(Beginning of Given records)

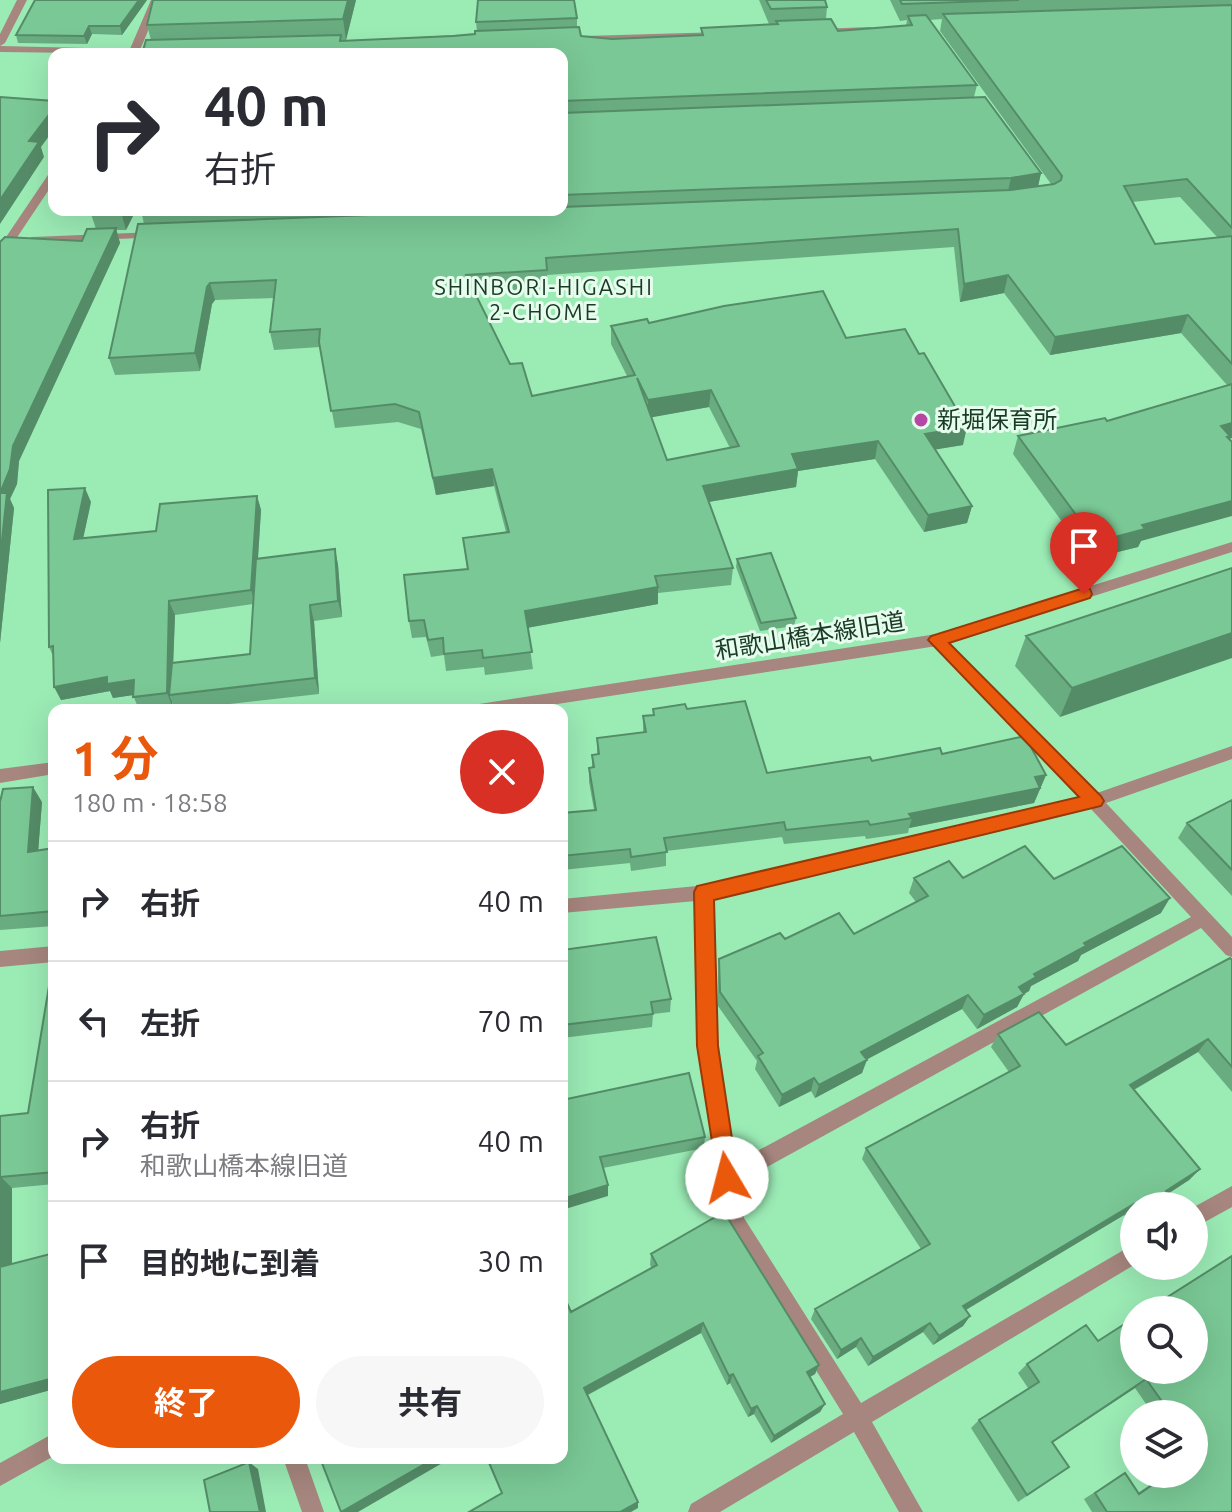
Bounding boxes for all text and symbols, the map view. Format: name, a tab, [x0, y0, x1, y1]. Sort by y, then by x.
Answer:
text: 40 m	[204, 74, 329, 137]
icon: right	[72, 80, 176, 184]
text: 右折	[204, 148, 276, 189]
district label: SHINBORI-HIGASHI 2-CHOME	[434, 274, 654, 324]
place label: 新堀保育所	[937, 406, 1057, 433]
marker: 新堀保育所	[912, 411, 930, 429]
pin	[1050, 512, 1118, 594]
icon: arrive	[1062, 524, 1106, 568]
street label: 和歌山橋本線旧道	[713, 607, 907, 664]
button: close	[460, 730, 544, 814]
text: 1 分	[72, 731, 158, 785]
text: 180 m · 18:58	[72, 788, 228, 817]
icon: right	[72, 879, 116, 923]
text: 40 m	[477, 884, 544, 918]
text: 右折	[140, 886, 200, 920]
icon: left	[72, 999, 116, 1043]
text: 70 m	[477, 1004, 544, 1038]
text: 左折	[140, 1006, 200, 1040]
text: 右折	[140, 1108, 200, 1142]
icon: right	[72, 1119, 116, 1163]
text: 40 m	[477, 1124, 544, 1158]
position arrow	[685, 1136, 769, 1220]
text: 和歌山橋本線旧道	[140, 1151, 348, 1180]
map controls	[1120, 1192, 1208, 1488]
button: sound	[1120, 1192, 1208, 1280]
icon: arrive	[72, 1239, 116, 1283]
text: 30 m	[477, 1244, 544, 1278]
text: 目的地に到着	[140, 1246, 320, 1280]
button: search	[1120, 1296, 1208, 1384]
button: 終了	[72, 1356, 300, 1448]
button: 共有	[316, 1356, 544, 1448]
button: layers	[1120, 1400, 1208, 1488]

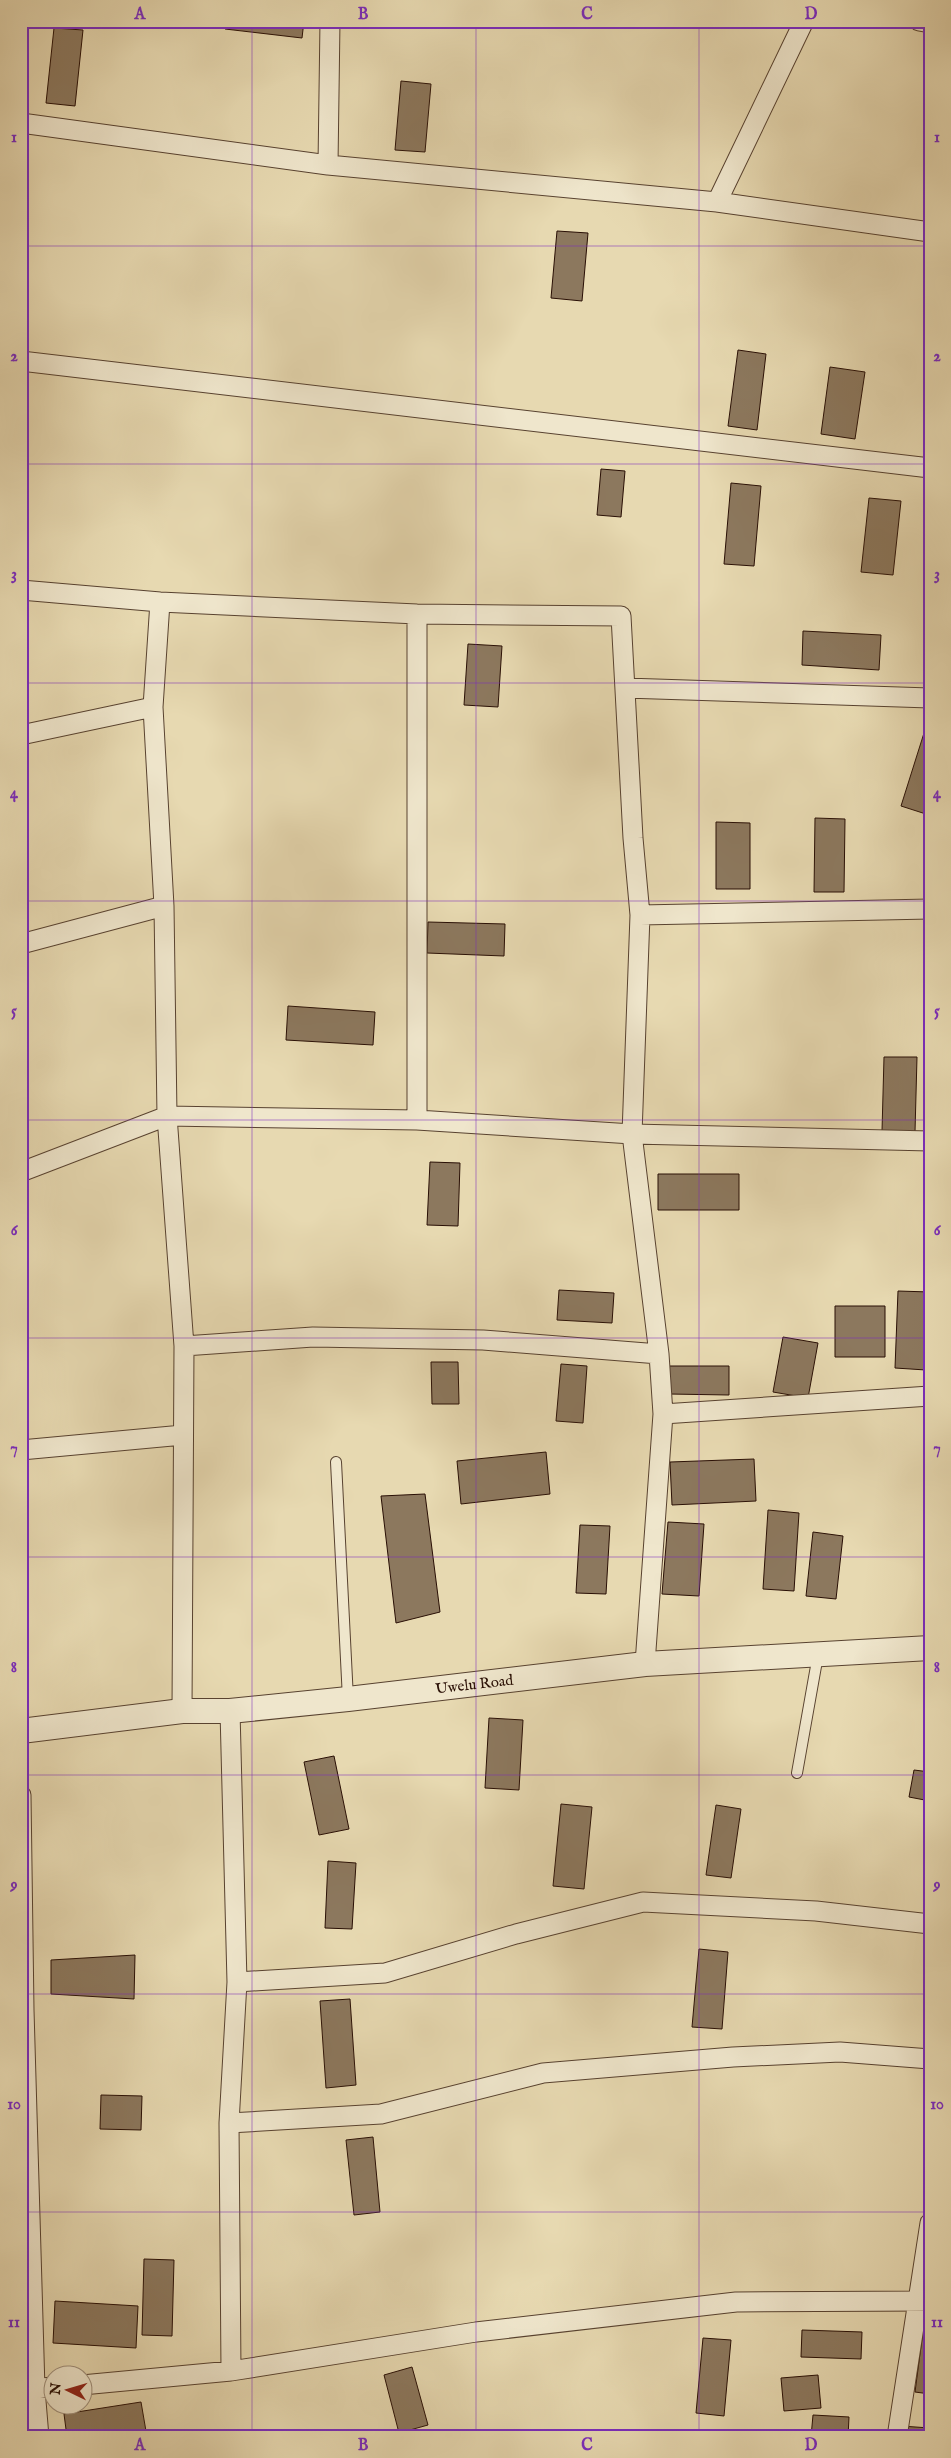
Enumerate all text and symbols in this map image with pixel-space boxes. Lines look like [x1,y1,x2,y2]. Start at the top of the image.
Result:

(End of Given records)

**Goal of the exercise:**
Write only the number of lines in the data where the string "boxes" can be found.

**Solution to the problem:**
2